Por el contrario, el 8 de marzo es un día que va más allá de una celebración social. De hecho la elección de esa fecha – como todos recordamos- tiene fundamento en el trágico fin sufrido por un grupo de trabajadoras de la costura de la ciudad de Nueva York en 1857, que reclamaban una jornada laboral de 10 horas. La protesta devino en un incendio en el que perecieron 16 de ellas.
Es por ello que a modo de homenaje, y con su permiso – amigo lector- deseo dedicarle la columna de hoy a una porción muy particular de nuestras conciudadanas que “osaron” con todo éxito incursionar en un bastión masculino por excelencia. La actividad naval.
Desde tiempos muy remotos y hasta hace muy pocos años, el rol de la mujer en la actividad naval estuvo circunscripto a tres realidades igualmente traumáticas para ellas y fundamentales para que el hombre pudiera hacerse a la mar. Y no es que estos roles hayan perdido vigencia o importancia, pero ya no son lo único que la mujer puede hacer en relación con la vida en alta mar.
Las tres clases de mujeres de las que hablo, son las que gozan, sufren, añoran, lloran y ríen con cada una de las alternativas que enmarcan la vida del hombre de mar. La partida, el regreso, la ausencia prolongada, el peligro, la incertidumbre y tantas otras circunstancias que conforman el día a día de la particular profesión del marino y que son seguidas palmo a palmo por nuestras madres, esposas e hijas, con devoción y orgullo por la tarea que cada uno de nosotros cumple en alta mar.

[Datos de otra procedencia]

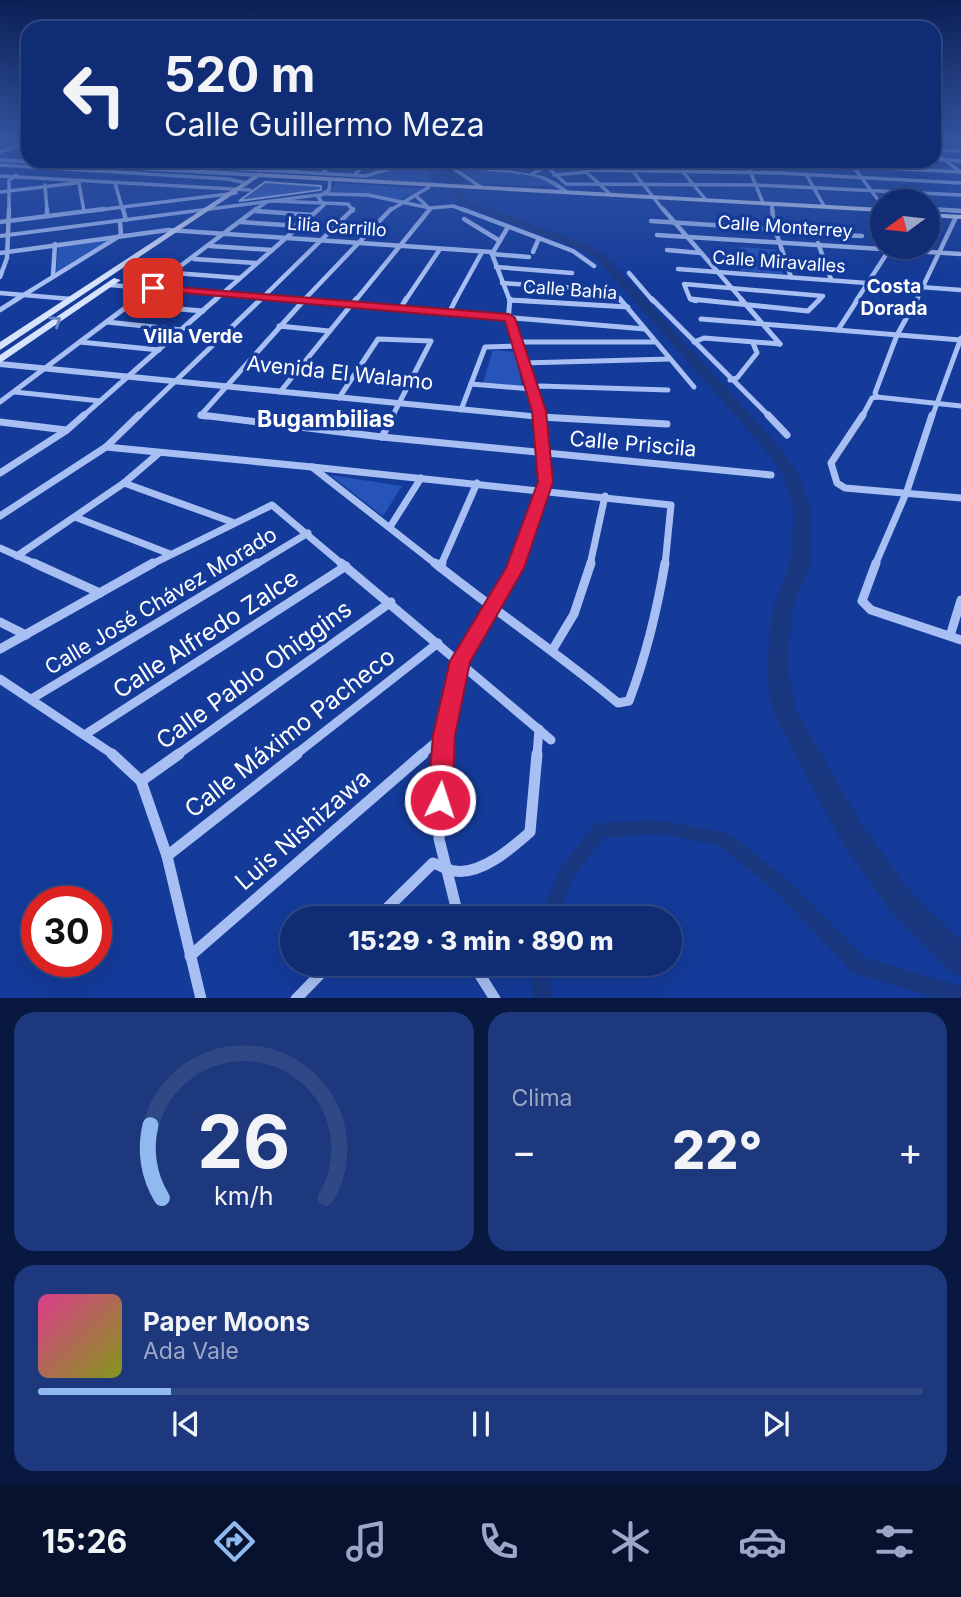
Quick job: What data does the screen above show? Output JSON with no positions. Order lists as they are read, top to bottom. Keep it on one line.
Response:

Asumen con energía y decisión, las tareas que quien se encuentra ausente no puede realizar, se esmeran por hacer sentir al navegante que en medio de la inmensidad del mar, no está solo. Ellas están ahí. No hace falta para percibir su presencia, ningún sofisticado método de comunicación satelital, trasladan al lugar más remoto su corazón y el marino lo sabe. Con lágrimas de tristeza en la partida, con lágrimas de ausencia durante la travesía, con lágrimas de felicidad al regresar, pero con formidable entereza, desde que el hombre se hizo a la mar, ellas se convirtieron en el sostén necesario de los protagonistas de la aventura marítima
Pero hubo un día en el que ya no fueron solo partícipes necesarias de nuestra vida. Se hicieron damas de la mar, lucharon contra el prejuicio, contra un ambiente francamente adverso, contra sus propias limitaciones de fuerza física respecto a la de sus pares varones; suplieron esa fuerza con mucho talento, demostraron que podían, que querían y que sabían cómo hacerlo. Sortearon obstáculos, vencieron barreras, rompieron tabúes y hasta nos pusieron en la asignatura pendiente de modificar todas nuestras marchas, himnos y canciones marinas, que no las tienen en cuenta.
Una mención especial merece una particular porción de estas mujeres, que no dudaron en tripular nuestros buques como oficiales, enfermeras, instrumentadoras quirúrgicas e incluso algunas aún como cadetes de una de las escuelas de nuestra Armada durante la gesta de Malvinas. Para ellas, extrañamente a pesar de las declamaciones de inclusión pregonadas a diario por los voceros del “modelo”, no ha llegado aún el merecido reconocimiento. A veces parecería ser que los cultores de la igualdad de género temen exhibir en público a una parte de las verdaderas hacedoras de esa igualdad, tal vez con cierto temor a mostrar grandezas femeninas que no puedan ser adecuadamente encauzadas al servicio de sectoriales y mezquinos intereses políticos. O tal vez porque no hay lugar en este siglo para más de una heroína que empuñe el timón. Aunque por momentos realice maniobras francamente peligrosas para la seguridad de la nave.
Con todo, allí están, como bravas marineras, como valientes soldados, como eficientes policías marítimas y a medida que transcurre el tiempo son cada vez más las que se ganan el merecido trato de ” señora capitán”.
A todas nuestras mujeres, a las que permanecen de guardia en tierra firme, a las que nos relevan al final de cada guardia en el puente o en la sala de máquinas, a las que pilotean el ingreso a aguas restringidas o nos cuidan desde un puesto de control de nuestra Prefectura Naval, a las que cargan fusil y protegen un destino militar, a todas y a cada una de ustedes, llegue el reconocimiento por lo que cada día hacen por nosotros, por ellas mismas y por la Patria.